* **What to produce**
Collect the lines of the entries where "Turn" shows up.

(Collected data entries)
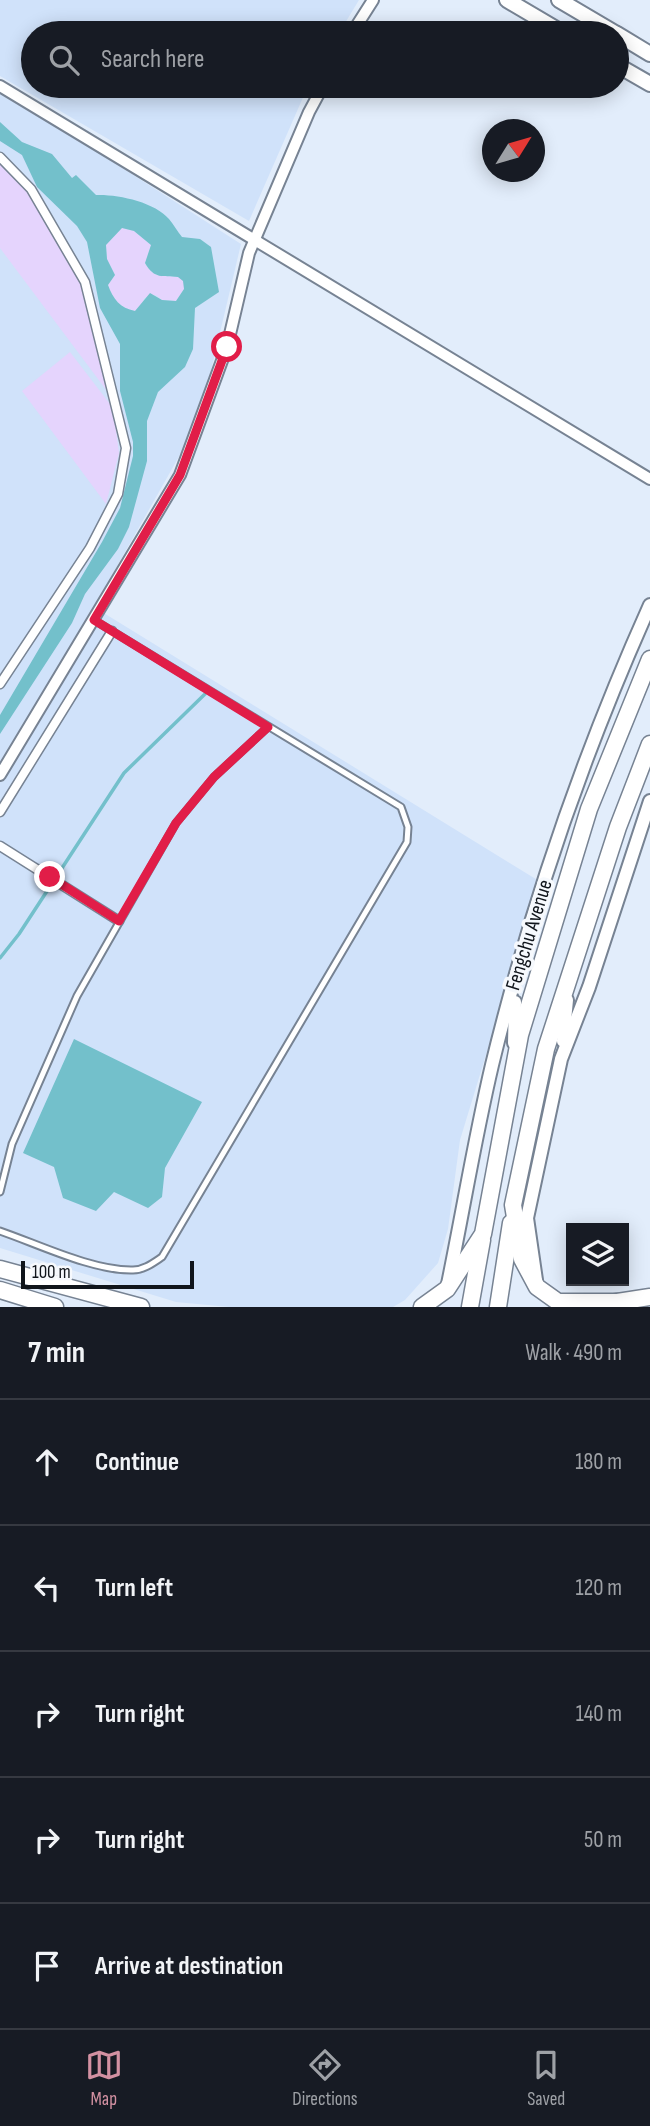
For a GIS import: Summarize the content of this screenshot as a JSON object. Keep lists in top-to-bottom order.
{
  "streets": {
    "main road": ["Fengchu Avenue"]
  },
  "scale_bar": "100 m",
  "north": "top right",
  "page": {
    "search": "Search here",
    "scale": "100 m",
    "heading": ["7 min", "Walk · 490 m"],
    "list": [
      ["Continue", "180 m"],
      ["Turn left", "120 m"],
      ["Turn right", "140 m"],
      ["Turn right", "50 m"],
      "Arrive at destination"
    ],
    "nav": ["Map", "Directions", "Saved"]
  }
}
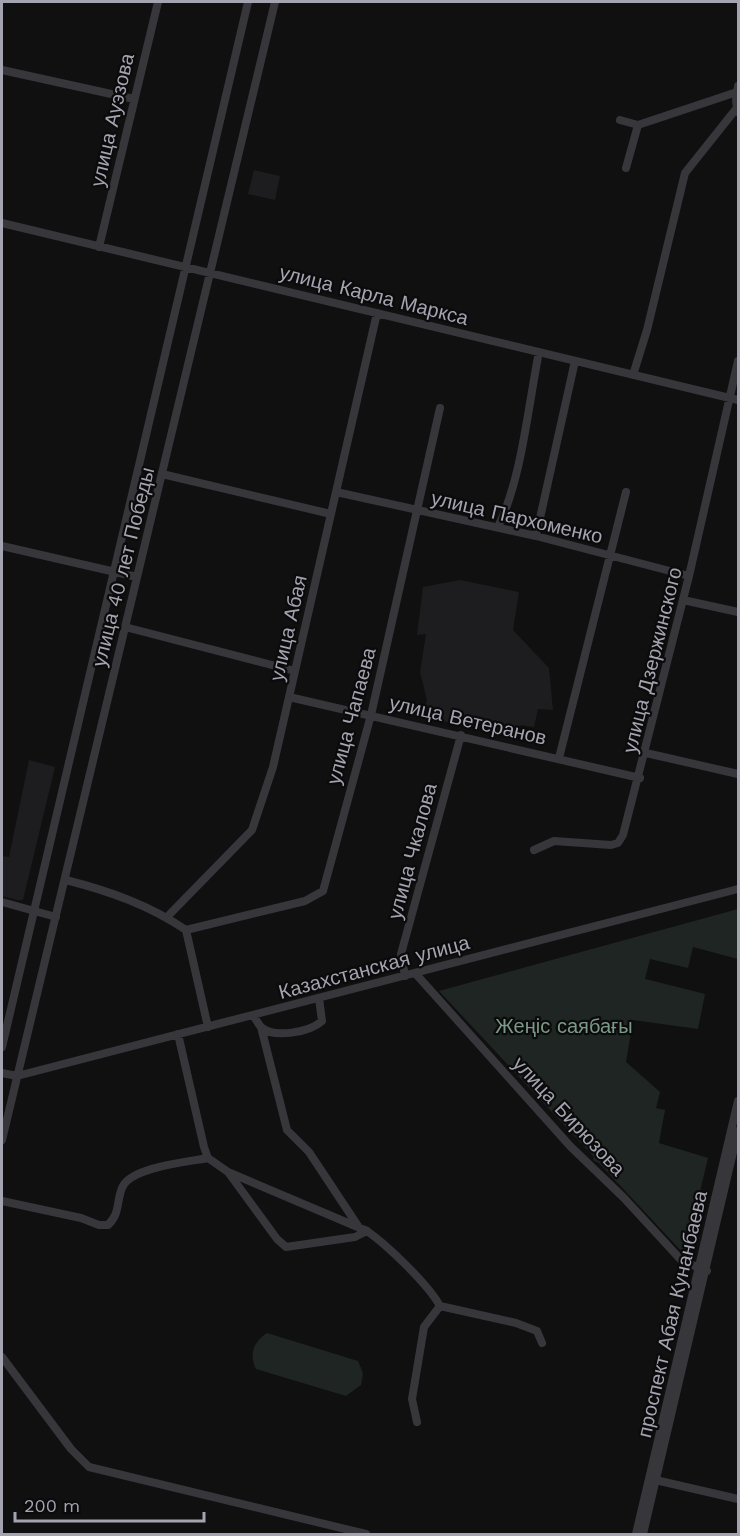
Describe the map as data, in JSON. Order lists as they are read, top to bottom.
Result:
{
  "streets": {
    "street": [
      "улица Ауэзова",
      "улица Карла Маркса",
      "улица Пархоменко",
      "улица 40 лет Победы",
      "улица Абая",
      "улица Дзержинского",
      "улица Чапаева",
      "улица Ветеранов",
      "улица Чкалова",
      "Казахстанская улица",
      "улица Бирюзова",
      "проспект Абая Кунанбаева"
    ]
  },
  "crossings": [
    ["улица Ауэзова", "улица Карла Маркса"],
    ["улица Карла Маркса", "улица 40 лет Победы"],
    ["улица Карла Маркса", "улица Абая"],
    ["улица Карла Маркса", "улица Дзержинского"],
    ["улица Пархоменко", "улица Абая"],
    ["улица Пархоменко", "улица Дзержинского"],
    ["улица Пархоменко", "улица Чапаева"],
    ["улица 40 лет Победы", "Казахстанская улица"],
    ["улица Абая", "улица Ветеранов"],
    ["улица Дзержинского", "улица Ветеранов"],
    ["улица Чапаева", "улица Ветеранов"],
    ["улица Ветеранов", "улица Чкалова"],
    ["улица Чкалова", "Казахстанская улица"],
    ["Казахстанская улица", "улица Бирюзова"],
    ["улица Бирюзова", "проспект Абая Кунанбаева"]
  ],
  "parks": ["Жеңіс саябағы"],
  "scale_bar": "200 m"
}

* **Solution to this task**
      ["Turn left", "120 m"],
      ["Turn right", "140 m"],
      ["Turn right", "50 m"],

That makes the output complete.